** Data to examine follows **

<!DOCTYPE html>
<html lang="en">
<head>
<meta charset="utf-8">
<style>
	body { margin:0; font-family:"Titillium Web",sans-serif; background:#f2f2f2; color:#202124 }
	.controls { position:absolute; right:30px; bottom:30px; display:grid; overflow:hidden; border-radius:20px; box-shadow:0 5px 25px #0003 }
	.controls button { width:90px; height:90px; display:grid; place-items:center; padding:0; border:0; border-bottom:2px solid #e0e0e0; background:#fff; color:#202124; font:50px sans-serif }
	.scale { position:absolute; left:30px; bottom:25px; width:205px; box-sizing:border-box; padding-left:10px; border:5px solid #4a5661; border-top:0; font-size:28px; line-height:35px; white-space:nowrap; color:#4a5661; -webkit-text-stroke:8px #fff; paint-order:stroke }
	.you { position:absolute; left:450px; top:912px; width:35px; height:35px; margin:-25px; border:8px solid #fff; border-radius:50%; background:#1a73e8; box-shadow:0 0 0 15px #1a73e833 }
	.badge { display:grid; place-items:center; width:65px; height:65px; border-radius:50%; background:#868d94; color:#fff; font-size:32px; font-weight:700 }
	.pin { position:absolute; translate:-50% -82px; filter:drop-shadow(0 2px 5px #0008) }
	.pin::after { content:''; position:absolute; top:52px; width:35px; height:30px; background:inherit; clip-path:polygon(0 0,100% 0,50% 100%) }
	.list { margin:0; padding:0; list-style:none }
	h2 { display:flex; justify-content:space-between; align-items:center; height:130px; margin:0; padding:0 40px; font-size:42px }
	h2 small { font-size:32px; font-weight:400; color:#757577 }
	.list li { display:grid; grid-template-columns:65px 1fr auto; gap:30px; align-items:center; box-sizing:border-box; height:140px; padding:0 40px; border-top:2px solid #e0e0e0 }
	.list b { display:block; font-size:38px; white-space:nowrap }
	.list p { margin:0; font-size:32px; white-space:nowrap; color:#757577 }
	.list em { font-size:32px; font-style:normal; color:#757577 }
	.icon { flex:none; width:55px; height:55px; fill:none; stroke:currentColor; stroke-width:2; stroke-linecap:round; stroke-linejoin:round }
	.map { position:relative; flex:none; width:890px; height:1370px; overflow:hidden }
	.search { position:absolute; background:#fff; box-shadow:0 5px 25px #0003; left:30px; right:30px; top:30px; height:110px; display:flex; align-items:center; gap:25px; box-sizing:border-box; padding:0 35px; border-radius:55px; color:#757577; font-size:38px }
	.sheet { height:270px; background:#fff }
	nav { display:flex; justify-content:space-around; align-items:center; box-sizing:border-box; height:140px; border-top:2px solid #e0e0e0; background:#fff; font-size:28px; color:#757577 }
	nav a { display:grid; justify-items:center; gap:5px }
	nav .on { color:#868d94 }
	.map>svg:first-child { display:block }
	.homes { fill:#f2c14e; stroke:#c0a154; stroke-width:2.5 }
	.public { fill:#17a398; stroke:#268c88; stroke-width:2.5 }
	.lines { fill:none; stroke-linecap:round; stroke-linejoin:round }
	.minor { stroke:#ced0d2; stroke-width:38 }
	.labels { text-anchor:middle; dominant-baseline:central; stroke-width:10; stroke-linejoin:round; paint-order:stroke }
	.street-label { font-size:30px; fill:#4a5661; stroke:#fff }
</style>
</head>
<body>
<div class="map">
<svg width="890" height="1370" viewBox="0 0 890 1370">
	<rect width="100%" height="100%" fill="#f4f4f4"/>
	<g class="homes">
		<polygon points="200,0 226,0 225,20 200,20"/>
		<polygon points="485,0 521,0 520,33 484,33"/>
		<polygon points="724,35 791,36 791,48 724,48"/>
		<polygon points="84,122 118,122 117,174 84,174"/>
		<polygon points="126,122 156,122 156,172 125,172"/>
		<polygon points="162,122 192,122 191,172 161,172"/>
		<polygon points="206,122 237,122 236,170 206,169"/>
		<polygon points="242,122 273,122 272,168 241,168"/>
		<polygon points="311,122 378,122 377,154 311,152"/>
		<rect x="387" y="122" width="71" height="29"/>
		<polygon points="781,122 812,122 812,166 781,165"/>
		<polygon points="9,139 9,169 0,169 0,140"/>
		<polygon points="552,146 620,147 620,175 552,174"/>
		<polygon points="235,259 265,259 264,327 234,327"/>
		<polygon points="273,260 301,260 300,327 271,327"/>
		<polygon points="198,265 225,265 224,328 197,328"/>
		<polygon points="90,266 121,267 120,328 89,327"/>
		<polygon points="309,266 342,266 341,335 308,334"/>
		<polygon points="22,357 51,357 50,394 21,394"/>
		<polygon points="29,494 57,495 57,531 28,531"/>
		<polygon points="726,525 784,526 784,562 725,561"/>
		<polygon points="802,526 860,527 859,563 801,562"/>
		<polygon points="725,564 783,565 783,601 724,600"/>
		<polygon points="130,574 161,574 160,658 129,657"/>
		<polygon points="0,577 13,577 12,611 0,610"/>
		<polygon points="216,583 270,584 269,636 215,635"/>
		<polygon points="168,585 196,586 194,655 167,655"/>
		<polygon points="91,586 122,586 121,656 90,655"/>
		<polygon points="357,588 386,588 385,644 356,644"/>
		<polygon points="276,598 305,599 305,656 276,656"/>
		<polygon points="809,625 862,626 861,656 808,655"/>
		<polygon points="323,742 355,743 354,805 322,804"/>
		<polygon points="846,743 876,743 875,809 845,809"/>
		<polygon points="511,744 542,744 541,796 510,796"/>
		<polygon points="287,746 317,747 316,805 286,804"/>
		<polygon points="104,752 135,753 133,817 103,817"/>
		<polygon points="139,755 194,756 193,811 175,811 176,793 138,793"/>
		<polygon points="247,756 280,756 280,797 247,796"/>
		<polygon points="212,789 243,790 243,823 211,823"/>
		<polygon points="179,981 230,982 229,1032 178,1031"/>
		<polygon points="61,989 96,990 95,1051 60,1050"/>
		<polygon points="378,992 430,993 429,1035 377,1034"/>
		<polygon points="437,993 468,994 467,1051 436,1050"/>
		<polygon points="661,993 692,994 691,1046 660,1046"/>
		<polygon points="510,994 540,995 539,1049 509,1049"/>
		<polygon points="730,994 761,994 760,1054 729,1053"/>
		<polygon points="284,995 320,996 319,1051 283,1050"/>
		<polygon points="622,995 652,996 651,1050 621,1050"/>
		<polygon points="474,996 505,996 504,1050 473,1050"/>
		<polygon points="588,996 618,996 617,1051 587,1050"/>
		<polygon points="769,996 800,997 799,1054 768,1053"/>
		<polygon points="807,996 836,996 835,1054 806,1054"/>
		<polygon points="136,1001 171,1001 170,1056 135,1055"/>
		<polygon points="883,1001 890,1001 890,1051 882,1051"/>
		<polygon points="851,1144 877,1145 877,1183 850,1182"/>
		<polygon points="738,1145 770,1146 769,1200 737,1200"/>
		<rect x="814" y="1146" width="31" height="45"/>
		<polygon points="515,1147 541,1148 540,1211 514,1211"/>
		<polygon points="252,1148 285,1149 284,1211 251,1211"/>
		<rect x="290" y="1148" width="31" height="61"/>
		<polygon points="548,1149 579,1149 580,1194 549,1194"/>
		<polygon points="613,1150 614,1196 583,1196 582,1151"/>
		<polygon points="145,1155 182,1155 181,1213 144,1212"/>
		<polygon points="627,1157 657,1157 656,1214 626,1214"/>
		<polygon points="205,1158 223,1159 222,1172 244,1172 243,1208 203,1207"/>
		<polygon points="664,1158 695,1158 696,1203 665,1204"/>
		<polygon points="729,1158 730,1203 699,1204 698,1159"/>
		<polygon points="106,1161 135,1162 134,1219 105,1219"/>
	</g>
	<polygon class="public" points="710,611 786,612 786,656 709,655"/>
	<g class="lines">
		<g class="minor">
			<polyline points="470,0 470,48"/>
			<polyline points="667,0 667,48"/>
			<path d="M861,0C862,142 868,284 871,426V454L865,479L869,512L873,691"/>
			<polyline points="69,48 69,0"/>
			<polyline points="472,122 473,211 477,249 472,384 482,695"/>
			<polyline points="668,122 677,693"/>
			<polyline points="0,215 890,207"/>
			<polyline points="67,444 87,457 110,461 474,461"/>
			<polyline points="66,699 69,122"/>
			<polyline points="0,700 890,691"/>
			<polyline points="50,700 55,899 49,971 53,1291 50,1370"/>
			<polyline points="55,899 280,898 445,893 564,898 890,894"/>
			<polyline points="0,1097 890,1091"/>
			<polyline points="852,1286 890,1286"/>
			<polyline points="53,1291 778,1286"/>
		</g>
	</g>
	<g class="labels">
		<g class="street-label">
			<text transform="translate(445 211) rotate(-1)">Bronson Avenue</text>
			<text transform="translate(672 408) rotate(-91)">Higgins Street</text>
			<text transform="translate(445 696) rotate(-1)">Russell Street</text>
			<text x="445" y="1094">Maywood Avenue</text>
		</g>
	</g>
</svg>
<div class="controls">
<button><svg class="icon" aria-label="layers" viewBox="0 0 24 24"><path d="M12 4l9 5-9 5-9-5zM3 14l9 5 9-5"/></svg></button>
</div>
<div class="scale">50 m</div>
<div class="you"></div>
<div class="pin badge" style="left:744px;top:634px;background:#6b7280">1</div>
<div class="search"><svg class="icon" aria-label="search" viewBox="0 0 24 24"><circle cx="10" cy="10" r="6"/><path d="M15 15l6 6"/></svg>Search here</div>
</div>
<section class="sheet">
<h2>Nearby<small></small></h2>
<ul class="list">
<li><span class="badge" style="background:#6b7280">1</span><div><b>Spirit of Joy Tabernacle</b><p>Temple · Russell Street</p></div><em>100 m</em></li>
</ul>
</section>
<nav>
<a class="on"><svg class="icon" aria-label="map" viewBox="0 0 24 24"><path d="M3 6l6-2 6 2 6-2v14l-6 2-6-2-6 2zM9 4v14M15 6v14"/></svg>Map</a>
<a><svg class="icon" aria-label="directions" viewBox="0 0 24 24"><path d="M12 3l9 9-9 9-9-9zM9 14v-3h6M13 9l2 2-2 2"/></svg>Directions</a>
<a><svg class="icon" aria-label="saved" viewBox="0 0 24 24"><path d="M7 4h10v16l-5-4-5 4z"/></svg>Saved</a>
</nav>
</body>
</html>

** End of Data to examine **

#### [Your task]
Send back the lines of the records word for word, from the very first through the line containing "width:90px; height:90px; display:grid;".

#### [Exercise response]
<!DOCTYPE html>
<html lang="en">
<head>
<meta charset="utf-8">
<style>
	body { margin:0; font-family:"Titillium Web",sans-serif; background:#f2f2f2; color:#202124 }
	.controls { position:absolute; right:30px; bottom:30px; display:grid; overflow:hidden; border-radius:20px; box-shadow:0 5px 25px #0003 }
	.controls button { width:90px; height:90px; display:grid; place-items:center; padding:0; border:0; border-bottom:2px solid #e0e0e0; background:#fff; color:#202124; font:50px sans-serif }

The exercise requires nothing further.